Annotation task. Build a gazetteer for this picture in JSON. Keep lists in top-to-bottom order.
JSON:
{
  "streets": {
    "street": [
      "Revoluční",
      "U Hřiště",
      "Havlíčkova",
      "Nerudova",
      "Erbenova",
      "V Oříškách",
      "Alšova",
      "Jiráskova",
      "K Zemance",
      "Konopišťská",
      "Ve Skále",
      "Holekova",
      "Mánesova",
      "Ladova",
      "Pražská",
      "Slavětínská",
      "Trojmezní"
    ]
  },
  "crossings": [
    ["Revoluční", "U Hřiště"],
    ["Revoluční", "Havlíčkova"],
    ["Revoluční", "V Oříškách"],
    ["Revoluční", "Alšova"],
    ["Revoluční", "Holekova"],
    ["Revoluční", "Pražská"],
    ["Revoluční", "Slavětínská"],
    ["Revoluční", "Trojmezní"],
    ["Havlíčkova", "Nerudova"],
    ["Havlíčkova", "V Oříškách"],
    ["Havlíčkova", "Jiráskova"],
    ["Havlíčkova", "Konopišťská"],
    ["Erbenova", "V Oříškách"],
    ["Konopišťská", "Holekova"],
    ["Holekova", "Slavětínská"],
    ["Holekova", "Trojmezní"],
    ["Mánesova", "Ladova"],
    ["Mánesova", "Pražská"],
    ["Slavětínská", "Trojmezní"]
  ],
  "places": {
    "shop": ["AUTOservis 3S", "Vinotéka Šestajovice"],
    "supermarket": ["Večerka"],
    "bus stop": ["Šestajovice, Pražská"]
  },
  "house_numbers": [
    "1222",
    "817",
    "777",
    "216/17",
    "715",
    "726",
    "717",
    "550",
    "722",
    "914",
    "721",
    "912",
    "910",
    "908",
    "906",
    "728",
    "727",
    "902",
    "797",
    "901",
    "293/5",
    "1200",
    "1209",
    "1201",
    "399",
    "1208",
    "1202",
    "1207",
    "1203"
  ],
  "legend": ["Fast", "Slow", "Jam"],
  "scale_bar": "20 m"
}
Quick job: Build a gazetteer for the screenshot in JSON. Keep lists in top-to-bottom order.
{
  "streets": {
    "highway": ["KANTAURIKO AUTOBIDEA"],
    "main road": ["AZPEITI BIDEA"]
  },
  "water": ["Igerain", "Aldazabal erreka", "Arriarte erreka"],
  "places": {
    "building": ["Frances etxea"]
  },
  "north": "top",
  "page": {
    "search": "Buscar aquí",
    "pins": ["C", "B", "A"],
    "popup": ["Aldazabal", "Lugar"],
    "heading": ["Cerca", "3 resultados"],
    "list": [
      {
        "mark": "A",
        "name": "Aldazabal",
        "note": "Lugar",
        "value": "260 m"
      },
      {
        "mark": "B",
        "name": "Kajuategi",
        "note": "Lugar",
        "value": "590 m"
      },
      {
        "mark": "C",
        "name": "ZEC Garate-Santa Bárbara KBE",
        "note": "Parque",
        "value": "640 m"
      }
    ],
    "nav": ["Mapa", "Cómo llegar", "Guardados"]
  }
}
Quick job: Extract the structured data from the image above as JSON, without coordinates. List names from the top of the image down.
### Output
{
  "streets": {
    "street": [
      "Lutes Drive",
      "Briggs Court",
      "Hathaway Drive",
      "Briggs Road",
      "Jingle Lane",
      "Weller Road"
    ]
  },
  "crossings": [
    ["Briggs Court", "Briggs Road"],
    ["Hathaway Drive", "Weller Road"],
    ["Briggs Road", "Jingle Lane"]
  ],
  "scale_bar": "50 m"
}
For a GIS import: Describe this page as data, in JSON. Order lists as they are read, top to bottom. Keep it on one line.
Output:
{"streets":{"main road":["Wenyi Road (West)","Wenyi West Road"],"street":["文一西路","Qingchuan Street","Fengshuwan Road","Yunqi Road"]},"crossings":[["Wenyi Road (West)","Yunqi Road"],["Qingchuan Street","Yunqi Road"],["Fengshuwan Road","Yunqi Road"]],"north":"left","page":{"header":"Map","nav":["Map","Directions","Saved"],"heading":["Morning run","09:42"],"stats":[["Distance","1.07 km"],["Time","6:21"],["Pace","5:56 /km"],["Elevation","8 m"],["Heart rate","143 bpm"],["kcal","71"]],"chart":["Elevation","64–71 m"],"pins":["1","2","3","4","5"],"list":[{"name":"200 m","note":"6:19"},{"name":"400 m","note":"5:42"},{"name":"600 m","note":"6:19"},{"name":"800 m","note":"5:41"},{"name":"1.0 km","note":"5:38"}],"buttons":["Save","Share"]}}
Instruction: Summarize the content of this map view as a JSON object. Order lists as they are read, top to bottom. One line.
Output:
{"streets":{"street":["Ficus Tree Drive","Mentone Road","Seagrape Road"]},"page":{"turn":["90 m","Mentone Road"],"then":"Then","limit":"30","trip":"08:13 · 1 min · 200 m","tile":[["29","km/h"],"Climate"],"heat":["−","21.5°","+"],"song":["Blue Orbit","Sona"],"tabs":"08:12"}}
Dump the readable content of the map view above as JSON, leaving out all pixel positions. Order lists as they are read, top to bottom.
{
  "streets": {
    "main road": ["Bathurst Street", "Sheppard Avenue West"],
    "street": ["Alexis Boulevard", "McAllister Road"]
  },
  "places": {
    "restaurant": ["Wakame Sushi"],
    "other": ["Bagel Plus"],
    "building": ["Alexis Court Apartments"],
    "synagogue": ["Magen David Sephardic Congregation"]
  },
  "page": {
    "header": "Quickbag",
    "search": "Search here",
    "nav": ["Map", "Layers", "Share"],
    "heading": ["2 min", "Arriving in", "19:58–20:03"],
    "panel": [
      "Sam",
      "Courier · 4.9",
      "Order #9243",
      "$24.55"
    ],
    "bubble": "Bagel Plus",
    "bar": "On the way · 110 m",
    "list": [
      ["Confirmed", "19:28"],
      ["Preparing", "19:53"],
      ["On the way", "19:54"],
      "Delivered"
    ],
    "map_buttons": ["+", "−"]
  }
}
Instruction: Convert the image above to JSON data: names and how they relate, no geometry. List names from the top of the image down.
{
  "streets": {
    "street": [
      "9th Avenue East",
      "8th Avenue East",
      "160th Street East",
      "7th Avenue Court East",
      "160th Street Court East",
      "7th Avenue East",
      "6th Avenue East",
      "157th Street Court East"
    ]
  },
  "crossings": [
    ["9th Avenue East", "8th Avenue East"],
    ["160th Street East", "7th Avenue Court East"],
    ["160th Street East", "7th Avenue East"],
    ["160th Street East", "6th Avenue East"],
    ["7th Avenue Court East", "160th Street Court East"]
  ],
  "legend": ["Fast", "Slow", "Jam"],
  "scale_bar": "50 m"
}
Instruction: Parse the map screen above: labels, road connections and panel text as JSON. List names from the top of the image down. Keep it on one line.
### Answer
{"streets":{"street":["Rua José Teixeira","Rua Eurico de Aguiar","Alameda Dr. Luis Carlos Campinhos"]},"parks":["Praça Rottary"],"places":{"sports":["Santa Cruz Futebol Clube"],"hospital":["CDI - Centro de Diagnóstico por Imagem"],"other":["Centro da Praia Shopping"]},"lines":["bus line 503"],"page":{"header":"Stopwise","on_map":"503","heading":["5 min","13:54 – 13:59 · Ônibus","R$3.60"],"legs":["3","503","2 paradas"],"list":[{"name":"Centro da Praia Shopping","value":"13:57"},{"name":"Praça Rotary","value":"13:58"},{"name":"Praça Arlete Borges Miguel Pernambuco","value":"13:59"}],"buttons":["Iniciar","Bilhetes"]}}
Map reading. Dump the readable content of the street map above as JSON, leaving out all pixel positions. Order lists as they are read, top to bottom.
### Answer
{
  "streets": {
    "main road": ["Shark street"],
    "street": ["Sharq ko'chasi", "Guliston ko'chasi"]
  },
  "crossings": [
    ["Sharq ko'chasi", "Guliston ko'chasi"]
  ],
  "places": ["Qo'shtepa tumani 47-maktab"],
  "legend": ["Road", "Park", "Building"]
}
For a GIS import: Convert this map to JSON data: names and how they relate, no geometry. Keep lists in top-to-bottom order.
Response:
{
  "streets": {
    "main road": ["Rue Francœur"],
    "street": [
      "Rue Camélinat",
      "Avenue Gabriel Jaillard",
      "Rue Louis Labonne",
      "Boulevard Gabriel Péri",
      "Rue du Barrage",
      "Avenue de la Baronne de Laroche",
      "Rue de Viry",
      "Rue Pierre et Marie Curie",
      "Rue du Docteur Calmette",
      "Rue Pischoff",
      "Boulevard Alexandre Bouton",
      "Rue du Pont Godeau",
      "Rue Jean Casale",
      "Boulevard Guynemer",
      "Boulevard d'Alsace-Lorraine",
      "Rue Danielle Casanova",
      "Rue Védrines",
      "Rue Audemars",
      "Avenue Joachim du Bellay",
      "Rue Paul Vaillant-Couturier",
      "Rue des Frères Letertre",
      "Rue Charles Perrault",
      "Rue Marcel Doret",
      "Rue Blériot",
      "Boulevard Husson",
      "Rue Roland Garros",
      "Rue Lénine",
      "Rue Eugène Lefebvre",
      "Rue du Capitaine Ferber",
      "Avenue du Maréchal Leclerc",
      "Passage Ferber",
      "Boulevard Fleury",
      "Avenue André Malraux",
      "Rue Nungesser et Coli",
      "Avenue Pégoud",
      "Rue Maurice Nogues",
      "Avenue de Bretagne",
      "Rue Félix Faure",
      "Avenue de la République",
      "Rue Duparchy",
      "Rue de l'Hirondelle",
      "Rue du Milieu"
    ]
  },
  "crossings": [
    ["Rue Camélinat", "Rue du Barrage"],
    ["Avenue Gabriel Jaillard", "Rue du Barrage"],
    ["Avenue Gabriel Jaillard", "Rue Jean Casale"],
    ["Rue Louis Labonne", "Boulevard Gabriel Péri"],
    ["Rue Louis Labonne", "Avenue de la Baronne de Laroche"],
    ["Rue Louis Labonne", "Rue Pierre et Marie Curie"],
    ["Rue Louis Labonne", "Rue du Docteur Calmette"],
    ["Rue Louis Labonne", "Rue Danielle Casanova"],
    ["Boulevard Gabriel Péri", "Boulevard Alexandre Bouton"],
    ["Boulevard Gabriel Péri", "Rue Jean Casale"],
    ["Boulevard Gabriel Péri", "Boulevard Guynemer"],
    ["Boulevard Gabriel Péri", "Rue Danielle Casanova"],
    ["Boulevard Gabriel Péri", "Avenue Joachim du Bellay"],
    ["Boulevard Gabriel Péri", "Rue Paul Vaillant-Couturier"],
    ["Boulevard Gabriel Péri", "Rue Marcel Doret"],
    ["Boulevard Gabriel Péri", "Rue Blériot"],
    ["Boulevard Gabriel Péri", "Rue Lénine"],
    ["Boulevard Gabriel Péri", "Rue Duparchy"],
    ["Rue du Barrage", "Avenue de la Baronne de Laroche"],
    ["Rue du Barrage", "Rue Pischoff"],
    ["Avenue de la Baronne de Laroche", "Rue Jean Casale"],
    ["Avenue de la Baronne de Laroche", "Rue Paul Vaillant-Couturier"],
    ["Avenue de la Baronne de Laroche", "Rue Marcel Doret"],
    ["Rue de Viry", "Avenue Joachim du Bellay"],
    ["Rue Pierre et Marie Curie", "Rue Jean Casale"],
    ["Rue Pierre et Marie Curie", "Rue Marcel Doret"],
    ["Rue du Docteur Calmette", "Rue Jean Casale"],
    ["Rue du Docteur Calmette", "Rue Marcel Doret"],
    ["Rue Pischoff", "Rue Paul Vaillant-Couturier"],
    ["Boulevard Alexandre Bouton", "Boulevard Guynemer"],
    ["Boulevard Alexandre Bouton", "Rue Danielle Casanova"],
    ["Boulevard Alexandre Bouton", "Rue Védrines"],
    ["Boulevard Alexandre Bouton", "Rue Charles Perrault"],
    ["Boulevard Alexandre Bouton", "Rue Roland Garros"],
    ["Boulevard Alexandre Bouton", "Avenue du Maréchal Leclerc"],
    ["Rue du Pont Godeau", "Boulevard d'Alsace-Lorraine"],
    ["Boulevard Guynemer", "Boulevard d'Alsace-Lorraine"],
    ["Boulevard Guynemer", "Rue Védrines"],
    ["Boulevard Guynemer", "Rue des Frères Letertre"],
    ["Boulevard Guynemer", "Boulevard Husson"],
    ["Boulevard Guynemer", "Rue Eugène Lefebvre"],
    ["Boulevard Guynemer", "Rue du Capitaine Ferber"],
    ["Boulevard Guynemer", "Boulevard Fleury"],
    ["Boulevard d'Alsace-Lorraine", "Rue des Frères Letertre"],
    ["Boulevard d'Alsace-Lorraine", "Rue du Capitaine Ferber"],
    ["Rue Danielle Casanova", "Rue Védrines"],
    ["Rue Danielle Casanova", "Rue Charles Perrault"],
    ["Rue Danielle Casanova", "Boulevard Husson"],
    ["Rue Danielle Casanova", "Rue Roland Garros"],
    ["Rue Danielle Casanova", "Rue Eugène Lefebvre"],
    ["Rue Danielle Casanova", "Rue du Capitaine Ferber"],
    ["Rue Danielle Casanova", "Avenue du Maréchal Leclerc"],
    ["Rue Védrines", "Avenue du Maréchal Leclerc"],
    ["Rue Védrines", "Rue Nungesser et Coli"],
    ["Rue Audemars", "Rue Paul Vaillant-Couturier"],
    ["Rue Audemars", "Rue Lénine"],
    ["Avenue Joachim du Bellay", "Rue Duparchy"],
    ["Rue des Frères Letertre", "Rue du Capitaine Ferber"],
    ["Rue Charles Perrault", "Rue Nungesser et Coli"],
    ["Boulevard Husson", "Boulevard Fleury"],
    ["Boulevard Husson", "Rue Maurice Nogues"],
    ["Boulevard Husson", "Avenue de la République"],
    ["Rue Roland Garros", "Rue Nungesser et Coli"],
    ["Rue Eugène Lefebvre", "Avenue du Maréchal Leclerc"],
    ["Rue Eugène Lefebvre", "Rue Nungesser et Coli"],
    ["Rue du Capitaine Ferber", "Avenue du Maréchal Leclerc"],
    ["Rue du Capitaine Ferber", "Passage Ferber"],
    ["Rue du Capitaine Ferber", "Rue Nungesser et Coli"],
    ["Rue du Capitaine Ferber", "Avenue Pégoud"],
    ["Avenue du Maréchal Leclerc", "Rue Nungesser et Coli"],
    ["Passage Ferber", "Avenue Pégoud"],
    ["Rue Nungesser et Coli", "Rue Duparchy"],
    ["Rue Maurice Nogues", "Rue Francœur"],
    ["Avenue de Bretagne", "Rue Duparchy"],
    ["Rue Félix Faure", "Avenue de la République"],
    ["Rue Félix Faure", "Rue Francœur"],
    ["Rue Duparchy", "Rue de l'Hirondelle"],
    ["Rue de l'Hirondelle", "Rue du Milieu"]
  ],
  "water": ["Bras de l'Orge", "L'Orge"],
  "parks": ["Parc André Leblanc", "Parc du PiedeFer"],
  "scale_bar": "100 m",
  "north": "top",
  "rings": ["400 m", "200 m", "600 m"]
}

______________________________

The answer must consist of every line from the listing above that includes the word "Alexis".

    "street": ["Alexis Boulevard", "McAllister Road"]
    "building": ["Alexis Court Apartments"],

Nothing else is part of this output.